→ What is being asked: Retype the entries exactly. Include every line.

→ Material provided:
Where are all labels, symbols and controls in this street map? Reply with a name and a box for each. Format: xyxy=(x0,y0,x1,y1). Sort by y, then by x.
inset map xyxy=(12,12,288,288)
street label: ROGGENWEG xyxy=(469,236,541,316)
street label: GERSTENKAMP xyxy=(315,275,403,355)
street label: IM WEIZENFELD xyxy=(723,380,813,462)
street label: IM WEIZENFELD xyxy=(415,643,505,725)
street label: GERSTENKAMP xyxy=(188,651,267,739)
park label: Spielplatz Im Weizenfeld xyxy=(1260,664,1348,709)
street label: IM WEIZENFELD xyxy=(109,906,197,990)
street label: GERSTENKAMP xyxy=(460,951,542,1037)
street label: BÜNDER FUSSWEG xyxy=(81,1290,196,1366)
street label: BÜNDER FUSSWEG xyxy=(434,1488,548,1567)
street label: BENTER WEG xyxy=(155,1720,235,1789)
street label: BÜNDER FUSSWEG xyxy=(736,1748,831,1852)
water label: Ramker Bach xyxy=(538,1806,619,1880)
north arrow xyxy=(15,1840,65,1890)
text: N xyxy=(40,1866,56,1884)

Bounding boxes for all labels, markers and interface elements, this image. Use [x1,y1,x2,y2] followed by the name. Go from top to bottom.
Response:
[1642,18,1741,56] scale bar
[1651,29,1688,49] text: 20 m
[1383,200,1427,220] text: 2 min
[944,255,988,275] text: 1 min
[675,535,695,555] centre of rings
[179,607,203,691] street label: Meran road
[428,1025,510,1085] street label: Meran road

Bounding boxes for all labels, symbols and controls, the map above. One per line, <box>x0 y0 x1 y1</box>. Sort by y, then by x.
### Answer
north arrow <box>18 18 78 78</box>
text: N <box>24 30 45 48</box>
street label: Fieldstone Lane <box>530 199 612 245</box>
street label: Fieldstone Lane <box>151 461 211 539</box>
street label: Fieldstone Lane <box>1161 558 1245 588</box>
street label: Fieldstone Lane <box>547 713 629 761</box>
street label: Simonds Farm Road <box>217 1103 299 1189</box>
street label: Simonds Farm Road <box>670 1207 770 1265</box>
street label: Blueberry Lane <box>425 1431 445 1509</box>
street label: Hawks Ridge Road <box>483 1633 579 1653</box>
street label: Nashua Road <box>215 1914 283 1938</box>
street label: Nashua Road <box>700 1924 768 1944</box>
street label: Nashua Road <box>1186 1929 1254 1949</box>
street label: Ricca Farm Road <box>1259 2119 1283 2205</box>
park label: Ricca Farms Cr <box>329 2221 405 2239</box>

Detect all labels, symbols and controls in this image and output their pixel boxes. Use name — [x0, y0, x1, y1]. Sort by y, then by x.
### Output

→ Written answer:
Where are all labels, symbols and controls in this street map? Reply with a name and a box for each. Format: xyxy=(x0,y0,x1,y1). Sort by y, then by x.
inset map xyxy=(12,12,288,288)
street label: ROGGENWEG xyxy=(469,236,541,316)
street label: GERSTENKAMP xyxy=(315,275,403,355)
street label: IM WEIZENFELD xyxy=(723,380,813,462)
street label: IM WEIZENFELD xyxy=(415,643,505,725)
street label: GERSTENKAMP xyxy=(188,651,267,739)
park label: Spielplatz Im Weizenfeld xyxy=(1260,664,1348,709)
street label: IM WEIZENFELD xyxy=(109,906,197,990)
street label: GERSTENKAMP xyxy=(460,951,542,1037)
street label: BÜNDER FUSSWEG xyxy=(81,1290,196,1366)
street label: BÜNDER FUSSWEG xyxy=(434,1488,548,1567)
street label: BENTER WEG xyxy=(155,1720,235,1789)
street label: BÜNDER FUSSWEG xyxy=(736,1748,831,1852)
water label: Ramker Bach xyxy=(538,1806,619,1880)
north arrow xyxy=(15,1840,65,1890)
text: N xyxy=(40,1866,56,1884)

Bounding boxes for all labels, markers and interface elements, this image. Use [x1,y1,x2,y2] followed by the name. Go from top to bottom.
Response:
[1642,18,1741,56] scale bar
[1651,29,1688,49] text: 20 m
[1383,200,1427,220] text: 2 min
[944,255,988,275] text: 1 min
[675,535,695,555] centre of rings
[179,607,203,691] street label: Meran road
[428,1025,510,1085] street label: Meran road

Bounding boxes for all labels, symbols and controls, the map above. One per line, <box>x0 y0 x1 y1</box>. Sort by y, then by x.
### Answer
north arrow <box>18 18 78 78</box>
text: N <box>24 30 45 48</box>
street label: Fieldstone Lane <box>530 199 612 245</box>
street label: Fieldstone Lane <box>151 461 211 539</box>
street label: Fieldstone Lane <box>1161 558 1245 588</box>
street label: Fieldstone Lane <box>547 713 629 761</box>
street label: Simonds Farm Road <box>217 1103 299 1189</box>
street label: Simonds Farm Road <box>670 1207 770 1265</box>
street label: Blueberry Lane <box>425 1431 445 1509</box>
street label: Hawks Ridge Road <box>483 1633 579 1653</box>
street label: Nashua Road <box>215 1914 283 1938</box>
street label: Nashua Road <box>700 1924 768 1944</box>
street label: Nashua Road <box>1186 1929 1254 1949</box>
street label: Ricca Farm Road <box>1259 2119 1283 2205</box>
park label: Ricca Farms Cr <box>329 2221 405 2239</box>

Detect all labels, symbols and controls in this image and output their pixel boxes. Use name — [x0, y0, x1, y1]. Sort by y, then by x.
### Output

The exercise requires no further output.